Counting every line in the entries below where the word "they" occurs, report how many there are. Give only that number.

Exercise data>
>>>>
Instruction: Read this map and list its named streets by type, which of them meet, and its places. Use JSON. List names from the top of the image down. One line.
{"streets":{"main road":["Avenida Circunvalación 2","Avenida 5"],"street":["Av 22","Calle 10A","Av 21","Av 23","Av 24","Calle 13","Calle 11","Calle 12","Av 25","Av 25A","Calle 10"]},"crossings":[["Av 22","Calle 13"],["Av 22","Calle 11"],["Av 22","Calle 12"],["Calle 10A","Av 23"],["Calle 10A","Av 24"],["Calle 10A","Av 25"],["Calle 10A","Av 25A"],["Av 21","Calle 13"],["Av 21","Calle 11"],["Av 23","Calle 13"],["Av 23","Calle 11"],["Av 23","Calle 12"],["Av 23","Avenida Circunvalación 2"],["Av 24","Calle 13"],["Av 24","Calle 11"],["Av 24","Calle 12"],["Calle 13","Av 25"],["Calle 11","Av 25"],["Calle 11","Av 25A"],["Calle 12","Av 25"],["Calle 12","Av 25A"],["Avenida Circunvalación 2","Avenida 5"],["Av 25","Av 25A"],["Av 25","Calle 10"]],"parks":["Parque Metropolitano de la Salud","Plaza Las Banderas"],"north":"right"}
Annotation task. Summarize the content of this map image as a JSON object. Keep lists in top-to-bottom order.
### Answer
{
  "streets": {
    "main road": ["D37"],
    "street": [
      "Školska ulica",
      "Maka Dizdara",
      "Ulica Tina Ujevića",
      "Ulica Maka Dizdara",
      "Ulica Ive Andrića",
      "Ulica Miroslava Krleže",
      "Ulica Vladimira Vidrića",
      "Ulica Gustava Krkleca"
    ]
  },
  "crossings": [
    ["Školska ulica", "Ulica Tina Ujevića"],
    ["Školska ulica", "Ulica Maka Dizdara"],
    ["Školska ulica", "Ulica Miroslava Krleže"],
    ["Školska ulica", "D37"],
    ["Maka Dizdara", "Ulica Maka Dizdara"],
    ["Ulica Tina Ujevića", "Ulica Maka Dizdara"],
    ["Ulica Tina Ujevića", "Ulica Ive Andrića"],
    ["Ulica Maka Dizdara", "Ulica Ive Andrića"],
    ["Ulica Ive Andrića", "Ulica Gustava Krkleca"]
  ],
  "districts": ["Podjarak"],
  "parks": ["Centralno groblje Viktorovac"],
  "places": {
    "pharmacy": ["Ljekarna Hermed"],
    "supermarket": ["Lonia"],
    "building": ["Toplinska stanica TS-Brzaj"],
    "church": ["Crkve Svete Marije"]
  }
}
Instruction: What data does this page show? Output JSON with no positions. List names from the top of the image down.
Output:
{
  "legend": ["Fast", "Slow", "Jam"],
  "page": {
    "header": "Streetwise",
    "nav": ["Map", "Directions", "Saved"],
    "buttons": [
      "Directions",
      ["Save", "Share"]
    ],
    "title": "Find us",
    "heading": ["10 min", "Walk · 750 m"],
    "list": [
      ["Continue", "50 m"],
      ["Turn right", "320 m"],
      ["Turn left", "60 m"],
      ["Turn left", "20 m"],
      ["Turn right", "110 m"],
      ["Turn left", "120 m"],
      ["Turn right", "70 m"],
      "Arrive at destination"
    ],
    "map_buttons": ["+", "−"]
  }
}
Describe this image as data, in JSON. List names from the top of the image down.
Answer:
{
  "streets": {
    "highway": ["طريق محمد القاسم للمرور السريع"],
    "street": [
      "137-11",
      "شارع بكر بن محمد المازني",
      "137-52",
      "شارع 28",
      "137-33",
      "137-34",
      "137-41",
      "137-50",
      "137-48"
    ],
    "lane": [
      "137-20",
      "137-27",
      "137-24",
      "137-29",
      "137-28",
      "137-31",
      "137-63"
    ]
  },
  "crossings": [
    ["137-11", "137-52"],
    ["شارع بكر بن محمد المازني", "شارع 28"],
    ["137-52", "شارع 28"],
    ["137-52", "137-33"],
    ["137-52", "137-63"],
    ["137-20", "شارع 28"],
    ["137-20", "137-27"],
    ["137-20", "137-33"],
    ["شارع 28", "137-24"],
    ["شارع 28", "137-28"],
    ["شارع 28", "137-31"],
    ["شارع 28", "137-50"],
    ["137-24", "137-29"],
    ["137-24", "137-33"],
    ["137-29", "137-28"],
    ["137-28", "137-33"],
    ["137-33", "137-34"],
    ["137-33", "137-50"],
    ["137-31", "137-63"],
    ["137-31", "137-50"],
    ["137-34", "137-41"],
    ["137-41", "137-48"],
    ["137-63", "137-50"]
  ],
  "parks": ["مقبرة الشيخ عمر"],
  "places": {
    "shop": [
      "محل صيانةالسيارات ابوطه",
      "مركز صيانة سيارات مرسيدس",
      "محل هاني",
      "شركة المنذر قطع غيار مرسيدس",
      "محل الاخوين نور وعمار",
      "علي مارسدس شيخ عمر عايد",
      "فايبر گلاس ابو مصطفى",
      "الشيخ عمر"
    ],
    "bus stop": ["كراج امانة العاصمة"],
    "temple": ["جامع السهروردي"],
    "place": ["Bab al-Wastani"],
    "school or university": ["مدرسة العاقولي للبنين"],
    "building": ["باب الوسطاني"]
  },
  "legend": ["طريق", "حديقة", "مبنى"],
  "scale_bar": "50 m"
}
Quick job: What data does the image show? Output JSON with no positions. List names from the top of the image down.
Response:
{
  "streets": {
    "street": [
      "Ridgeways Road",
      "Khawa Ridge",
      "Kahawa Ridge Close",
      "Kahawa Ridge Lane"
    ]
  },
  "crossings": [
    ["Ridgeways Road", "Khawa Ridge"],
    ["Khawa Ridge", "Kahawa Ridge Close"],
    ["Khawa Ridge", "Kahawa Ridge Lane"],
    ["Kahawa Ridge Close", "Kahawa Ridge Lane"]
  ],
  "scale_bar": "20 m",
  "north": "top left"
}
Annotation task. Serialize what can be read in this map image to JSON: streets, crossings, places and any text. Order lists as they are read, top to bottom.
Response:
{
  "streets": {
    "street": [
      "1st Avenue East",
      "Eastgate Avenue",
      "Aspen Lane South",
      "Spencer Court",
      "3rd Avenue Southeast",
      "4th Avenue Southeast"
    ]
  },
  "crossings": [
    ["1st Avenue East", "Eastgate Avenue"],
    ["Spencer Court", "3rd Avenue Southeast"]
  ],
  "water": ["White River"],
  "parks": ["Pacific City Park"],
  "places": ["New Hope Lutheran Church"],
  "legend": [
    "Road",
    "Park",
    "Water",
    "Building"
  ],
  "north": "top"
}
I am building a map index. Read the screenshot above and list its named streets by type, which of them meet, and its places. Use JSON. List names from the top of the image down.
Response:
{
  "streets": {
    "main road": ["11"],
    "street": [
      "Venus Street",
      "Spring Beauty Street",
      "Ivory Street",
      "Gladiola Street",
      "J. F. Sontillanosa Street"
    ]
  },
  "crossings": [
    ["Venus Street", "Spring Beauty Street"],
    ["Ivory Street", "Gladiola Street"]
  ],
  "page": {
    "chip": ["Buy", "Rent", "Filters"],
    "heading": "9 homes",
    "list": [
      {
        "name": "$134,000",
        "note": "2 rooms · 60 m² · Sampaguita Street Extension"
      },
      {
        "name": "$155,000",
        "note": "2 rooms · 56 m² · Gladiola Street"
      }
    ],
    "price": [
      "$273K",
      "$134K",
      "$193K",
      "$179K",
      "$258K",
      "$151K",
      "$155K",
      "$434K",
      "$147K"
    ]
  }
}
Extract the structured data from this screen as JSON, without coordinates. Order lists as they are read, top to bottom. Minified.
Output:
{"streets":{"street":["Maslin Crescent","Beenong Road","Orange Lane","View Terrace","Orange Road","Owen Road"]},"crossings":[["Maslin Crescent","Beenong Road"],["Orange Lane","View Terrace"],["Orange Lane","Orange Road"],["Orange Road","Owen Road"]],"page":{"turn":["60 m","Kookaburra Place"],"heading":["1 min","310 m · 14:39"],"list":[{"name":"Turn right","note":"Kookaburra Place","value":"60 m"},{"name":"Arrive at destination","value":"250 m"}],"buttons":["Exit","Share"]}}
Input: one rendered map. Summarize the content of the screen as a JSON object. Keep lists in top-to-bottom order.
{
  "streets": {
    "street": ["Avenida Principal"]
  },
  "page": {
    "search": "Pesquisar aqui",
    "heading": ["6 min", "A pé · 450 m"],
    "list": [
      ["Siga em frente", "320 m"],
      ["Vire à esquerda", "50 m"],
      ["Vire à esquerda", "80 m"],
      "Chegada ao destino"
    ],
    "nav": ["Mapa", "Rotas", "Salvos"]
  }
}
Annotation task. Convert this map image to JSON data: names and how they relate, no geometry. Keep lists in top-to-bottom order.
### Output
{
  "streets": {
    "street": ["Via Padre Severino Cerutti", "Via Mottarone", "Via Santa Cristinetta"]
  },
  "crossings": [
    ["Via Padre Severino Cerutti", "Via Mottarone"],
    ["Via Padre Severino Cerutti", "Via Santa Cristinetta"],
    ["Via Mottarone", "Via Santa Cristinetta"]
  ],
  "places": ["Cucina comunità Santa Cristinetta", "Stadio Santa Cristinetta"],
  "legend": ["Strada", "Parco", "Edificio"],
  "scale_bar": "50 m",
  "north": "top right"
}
<<<<
Answer> 3